### Task to complete
Count the lines of data below that include "from". Provide only the number.

### Exercise inputs
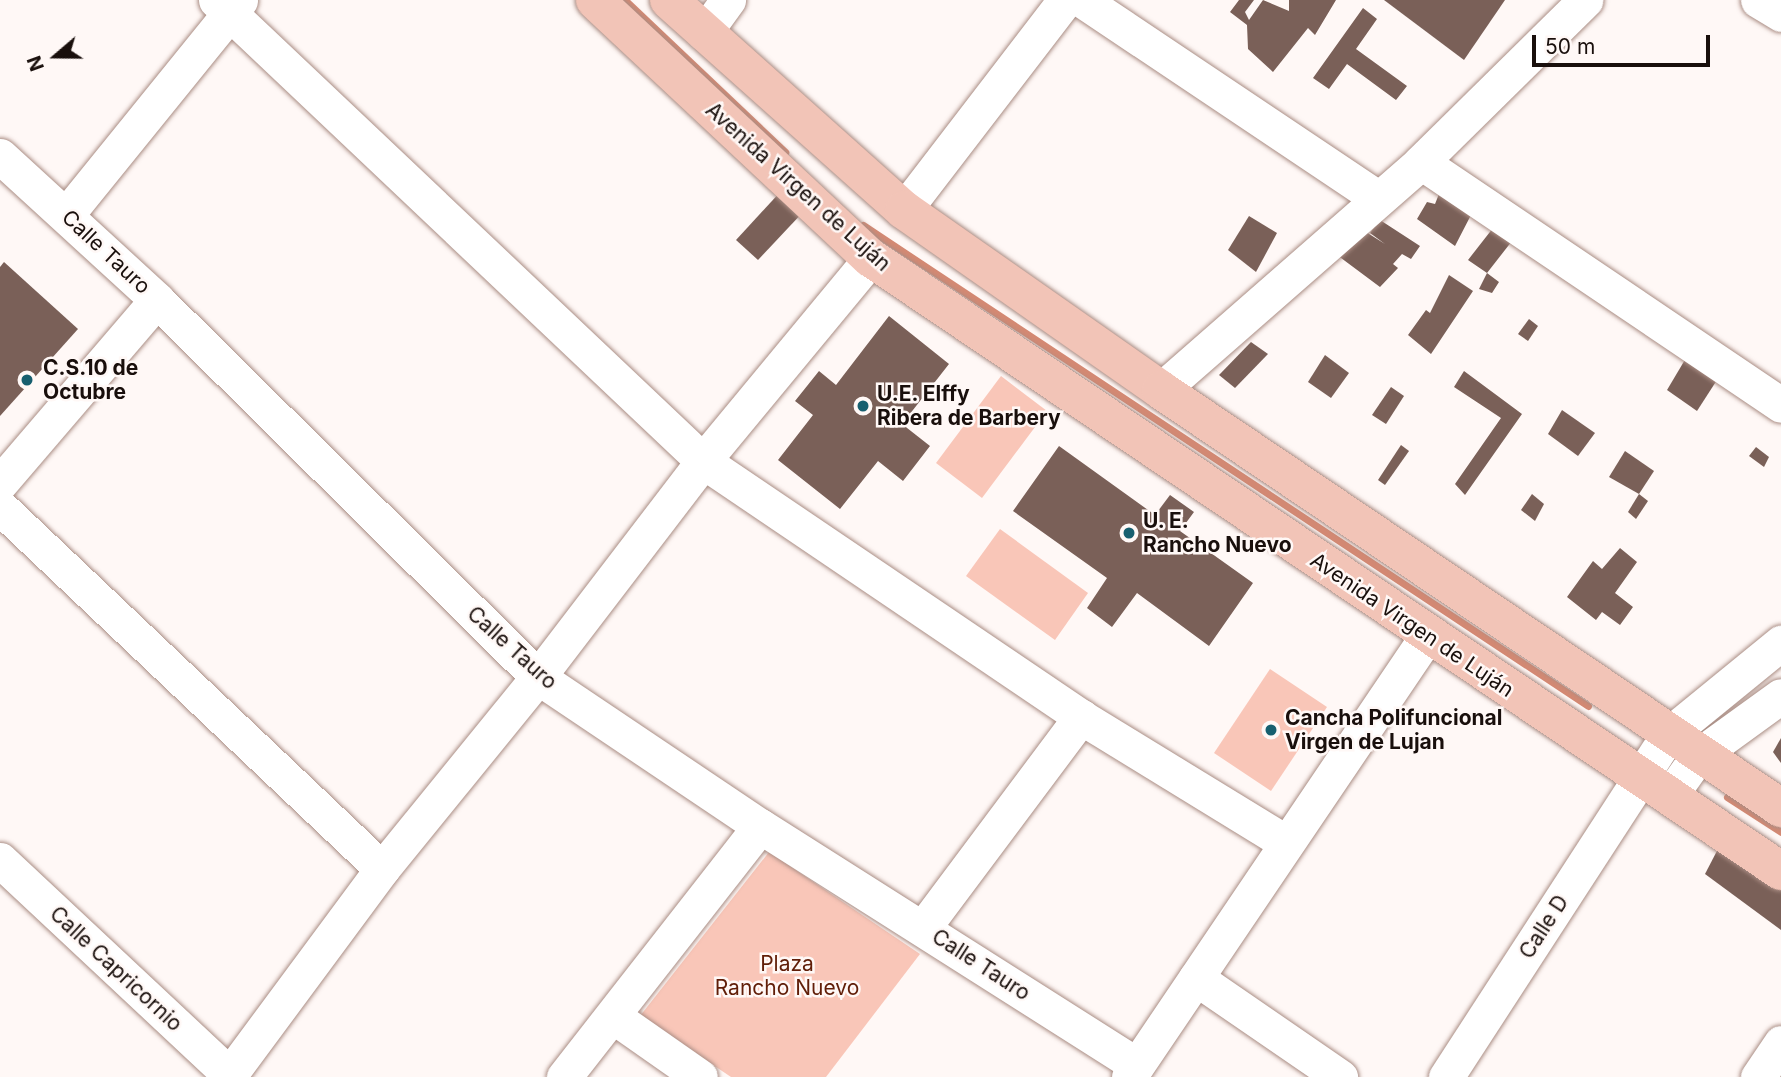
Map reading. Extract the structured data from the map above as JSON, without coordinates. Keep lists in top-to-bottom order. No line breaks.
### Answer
{"streets":{"main road":["Avenida Virgen de Luján"],"street":["Calle Tauro","Calle D","Calle Capricornio"]},"crossings":[["Avenida Virgen de Luján","Calle D"]],"parks":["Plaza Rancho Nuevo"],"places":["C.S.10 de Octubre","U.E. Elffy Ribera de Barbery","U. E. Rancho Nuevo","Cancha Polifuncional Virgen de Lujan"],"scale_bar":"50 m","north":"left"}
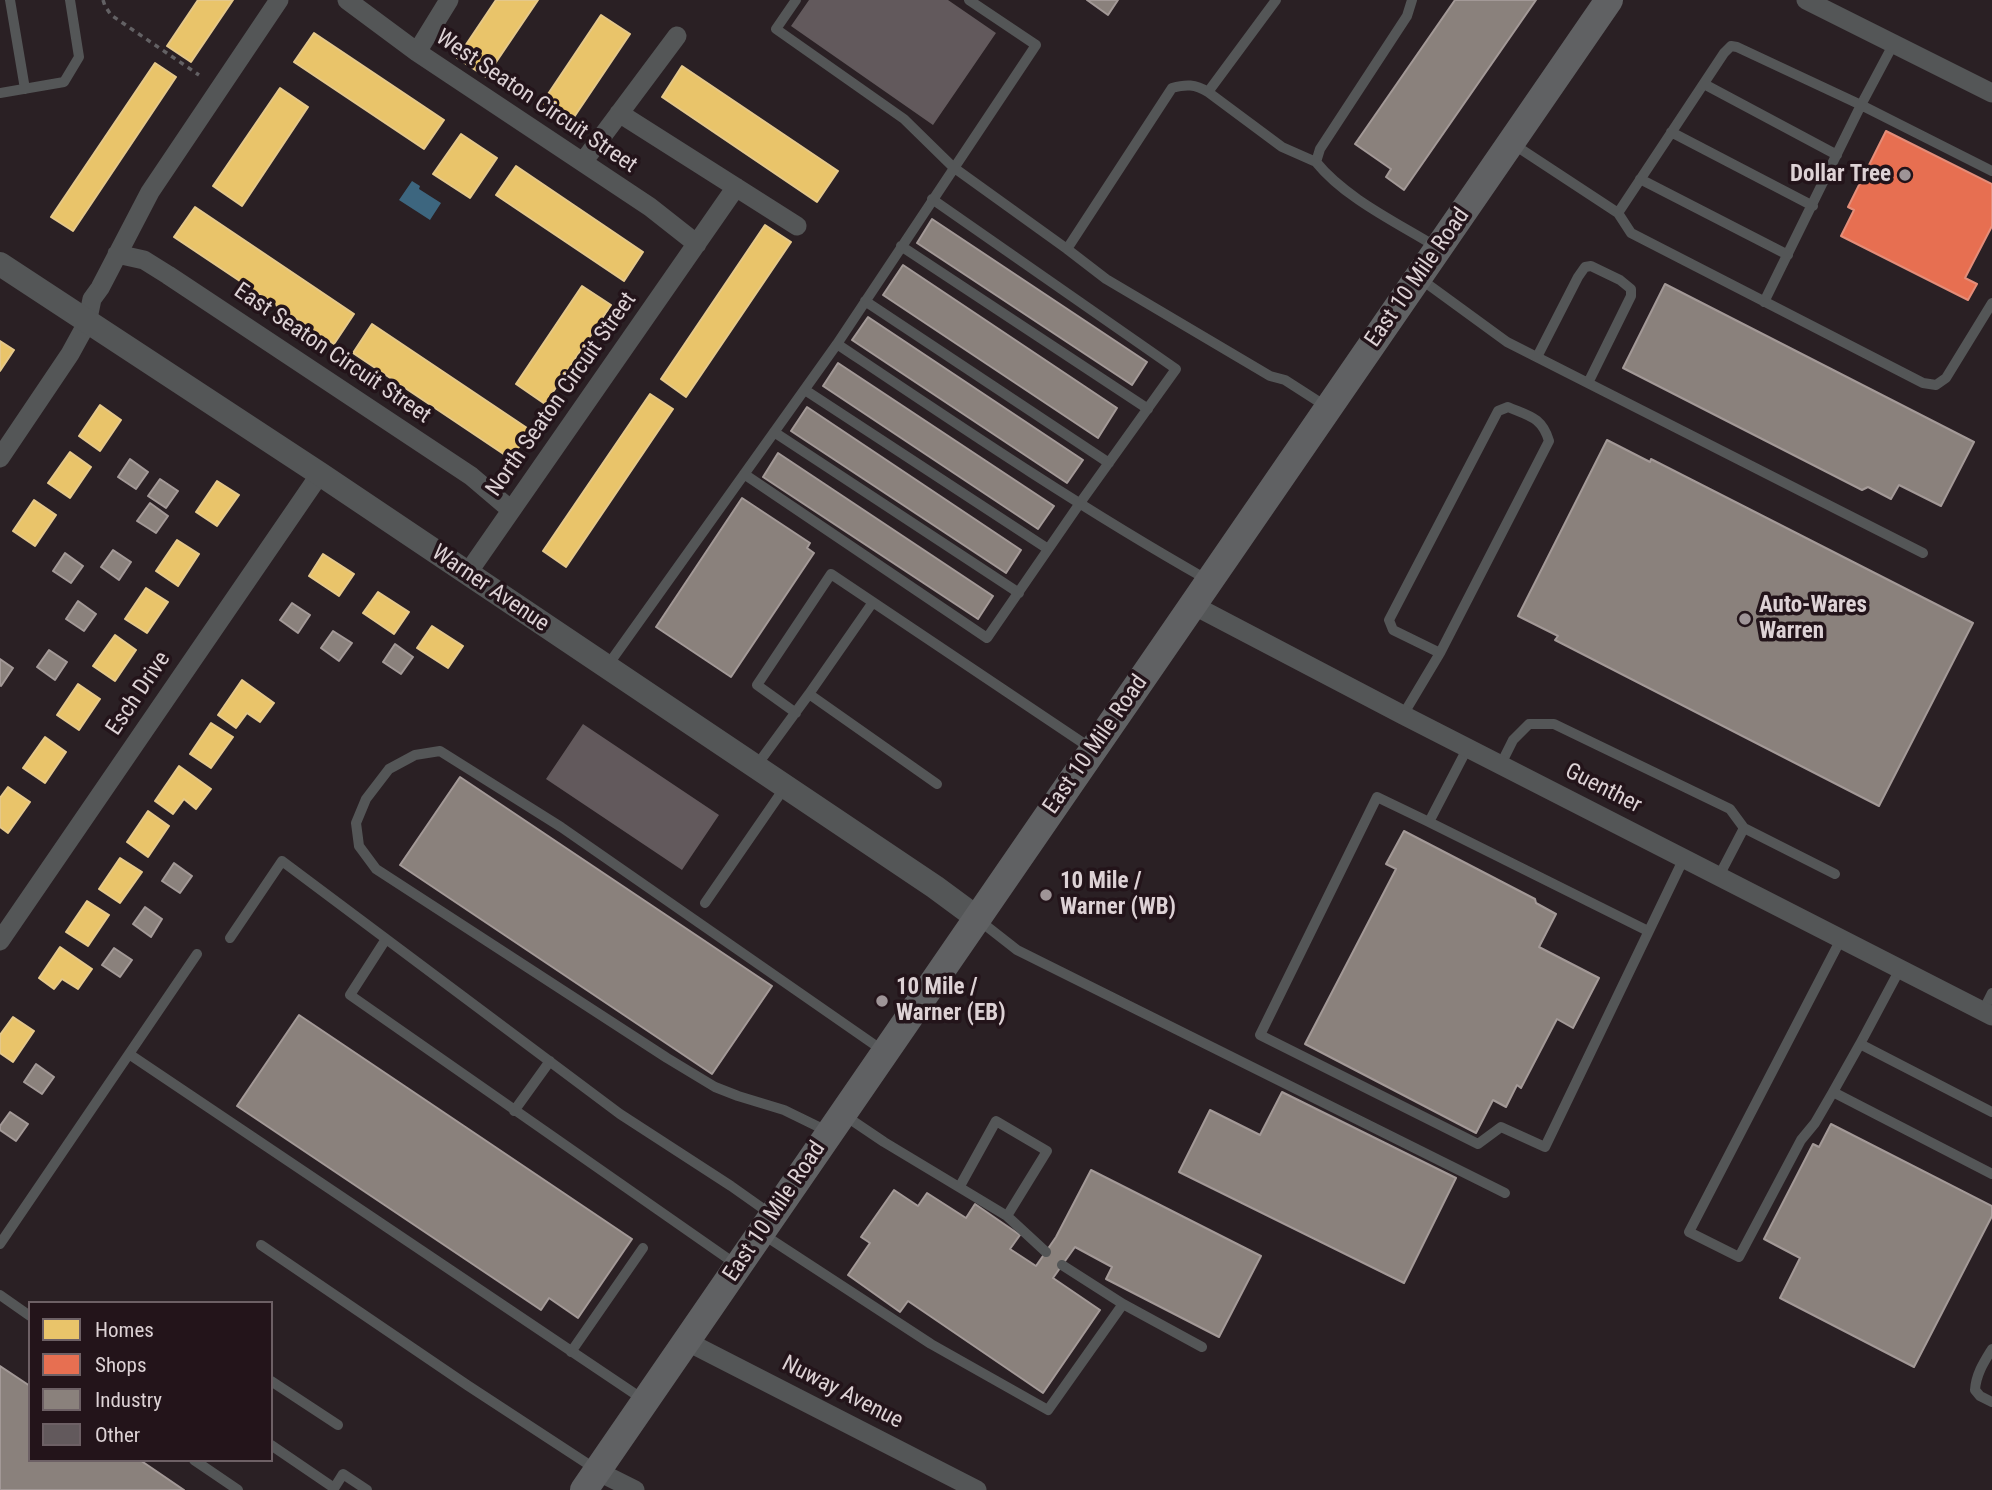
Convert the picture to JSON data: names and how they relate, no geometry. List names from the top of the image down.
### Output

### Expected answer
2